**ACTIVITY:** One number is the full answer: how many lines in the records contain the word "from"?

**MATERIAL TO PROCESS:**
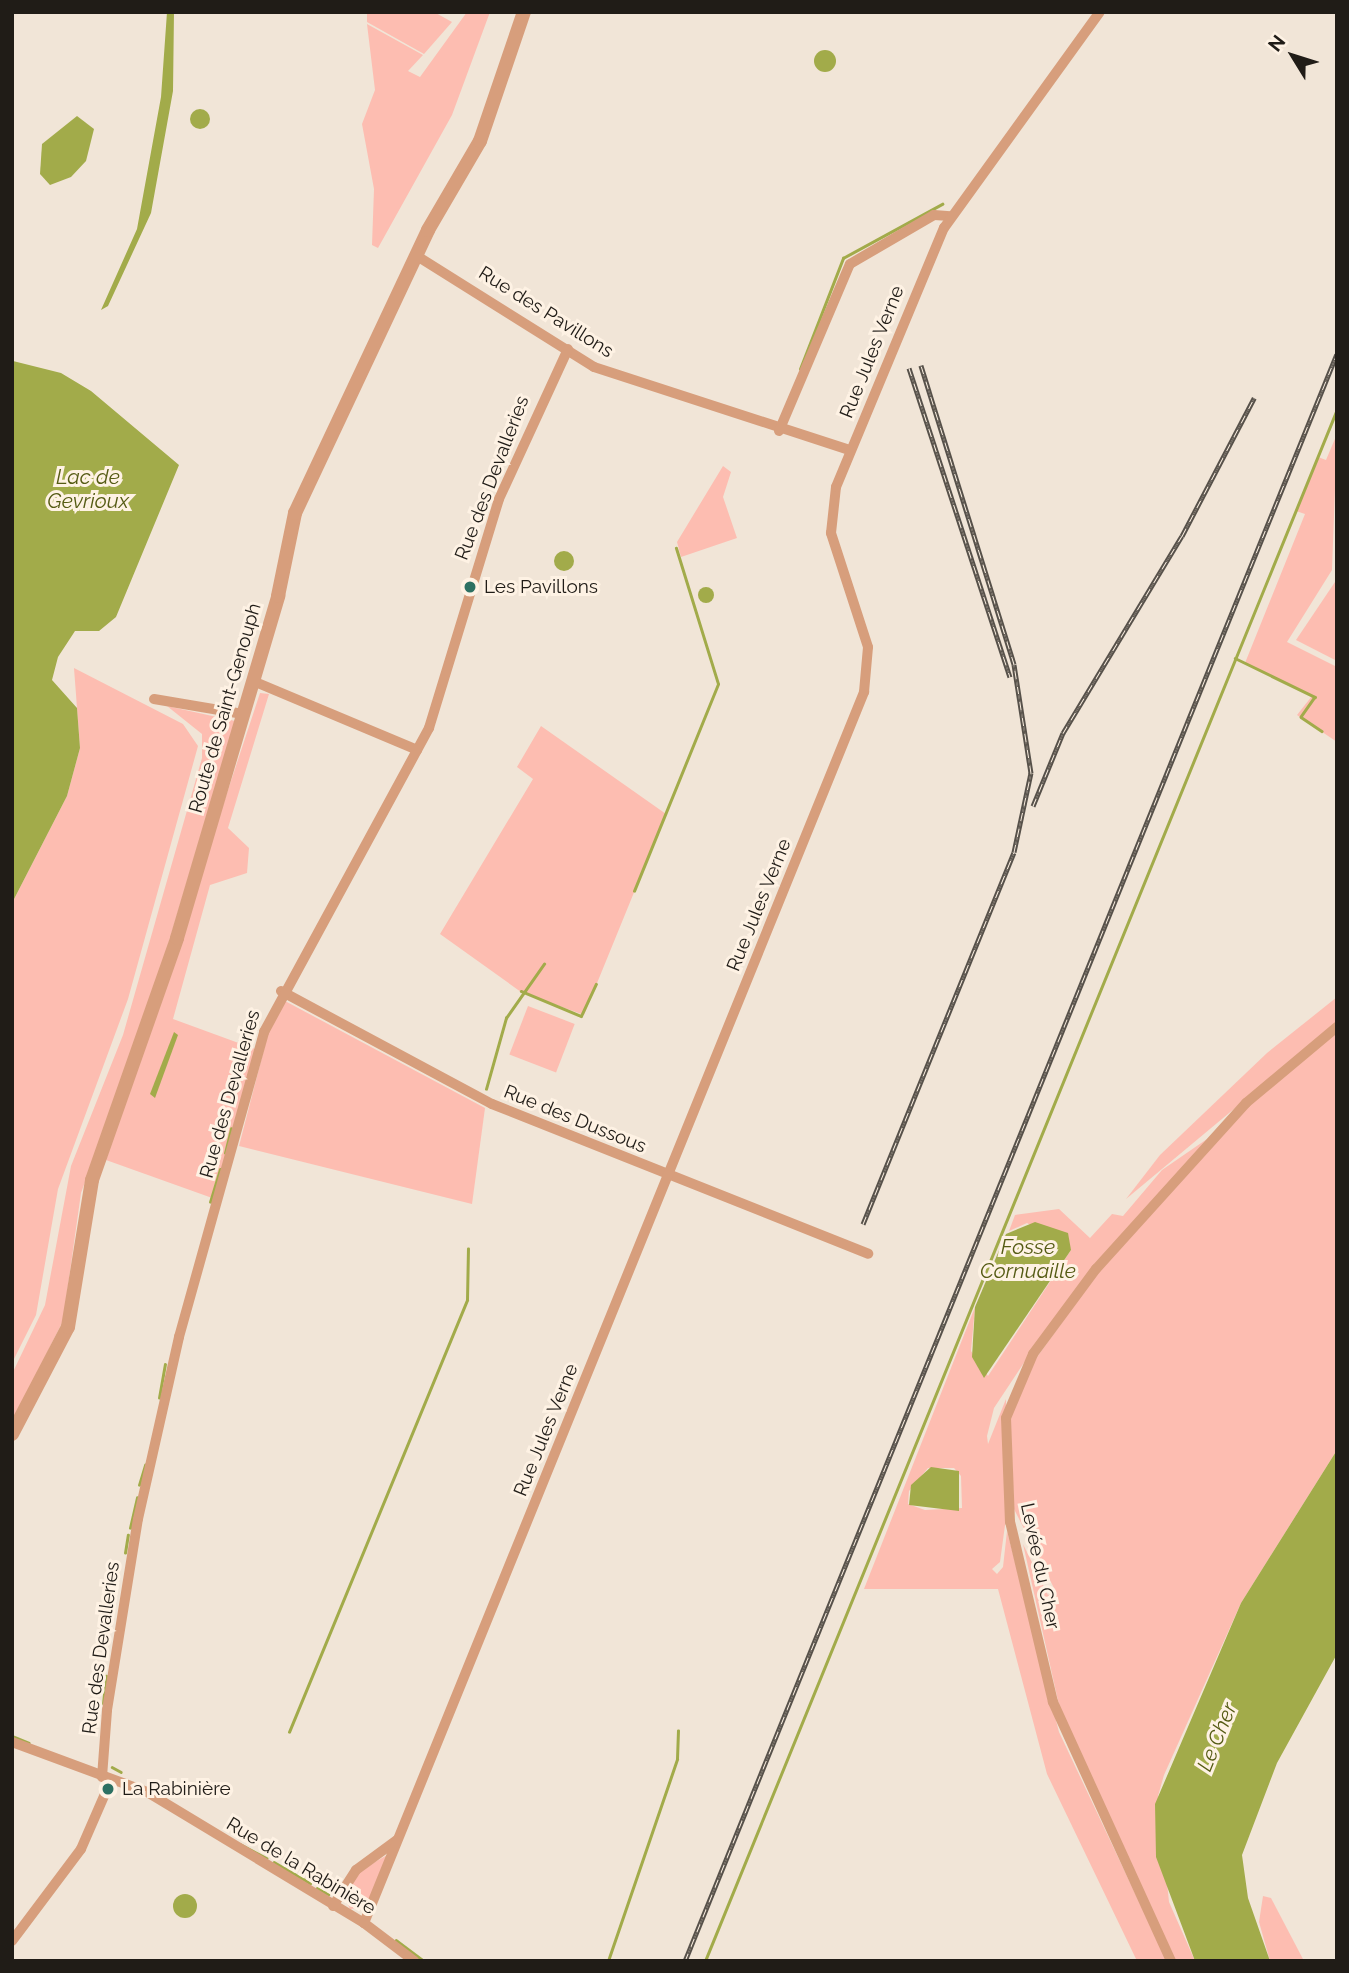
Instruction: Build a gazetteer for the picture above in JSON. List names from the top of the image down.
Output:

==

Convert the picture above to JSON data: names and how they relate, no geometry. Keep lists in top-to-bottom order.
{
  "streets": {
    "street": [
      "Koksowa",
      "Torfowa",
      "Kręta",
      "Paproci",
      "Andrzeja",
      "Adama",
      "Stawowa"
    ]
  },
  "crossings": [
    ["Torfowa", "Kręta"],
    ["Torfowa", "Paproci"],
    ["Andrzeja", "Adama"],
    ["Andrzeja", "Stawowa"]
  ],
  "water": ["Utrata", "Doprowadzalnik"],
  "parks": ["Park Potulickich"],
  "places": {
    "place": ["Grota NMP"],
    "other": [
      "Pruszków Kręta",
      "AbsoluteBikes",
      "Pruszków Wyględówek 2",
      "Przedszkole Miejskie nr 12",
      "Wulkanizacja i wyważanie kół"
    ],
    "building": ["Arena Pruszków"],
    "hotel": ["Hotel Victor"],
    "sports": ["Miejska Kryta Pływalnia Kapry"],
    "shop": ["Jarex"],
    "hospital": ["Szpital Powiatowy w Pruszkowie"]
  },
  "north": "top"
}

...

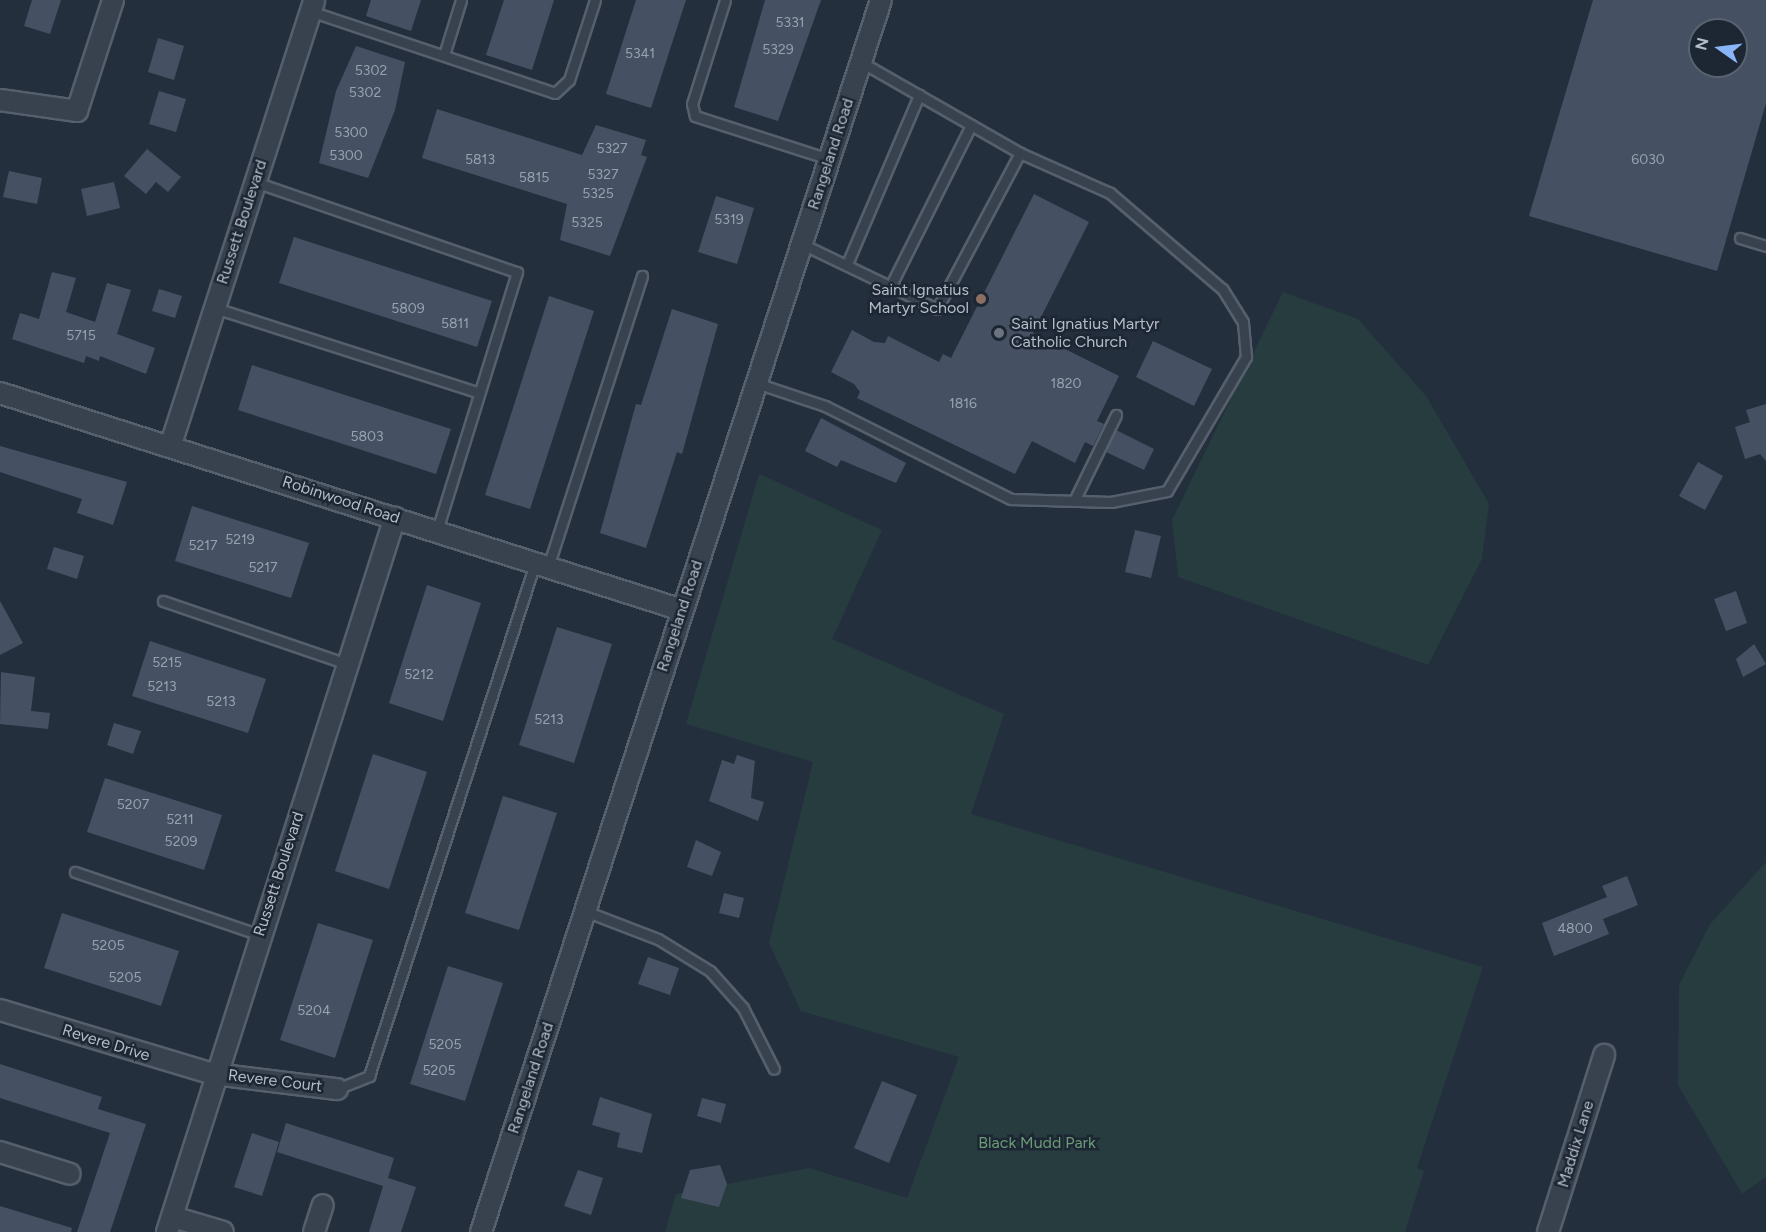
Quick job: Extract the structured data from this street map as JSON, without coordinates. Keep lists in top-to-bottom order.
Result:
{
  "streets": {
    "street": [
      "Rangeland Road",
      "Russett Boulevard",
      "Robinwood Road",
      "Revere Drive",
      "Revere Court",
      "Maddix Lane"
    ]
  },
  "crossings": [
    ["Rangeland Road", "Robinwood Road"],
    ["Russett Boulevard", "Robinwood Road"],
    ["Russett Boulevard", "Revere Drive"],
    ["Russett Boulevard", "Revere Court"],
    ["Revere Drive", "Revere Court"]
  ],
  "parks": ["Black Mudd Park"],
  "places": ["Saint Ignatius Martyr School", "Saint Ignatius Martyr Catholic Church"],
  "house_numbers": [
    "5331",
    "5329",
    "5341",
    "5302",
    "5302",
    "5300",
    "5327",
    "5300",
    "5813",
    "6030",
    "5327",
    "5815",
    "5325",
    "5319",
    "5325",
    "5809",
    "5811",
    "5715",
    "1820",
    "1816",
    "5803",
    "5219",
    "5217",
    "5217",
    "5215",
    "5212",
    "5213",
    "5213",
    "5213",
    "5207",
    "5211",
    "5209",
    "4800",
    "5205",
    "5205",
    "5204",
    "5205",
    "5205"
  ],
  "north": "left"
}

**RESPONSE BELOW:** 2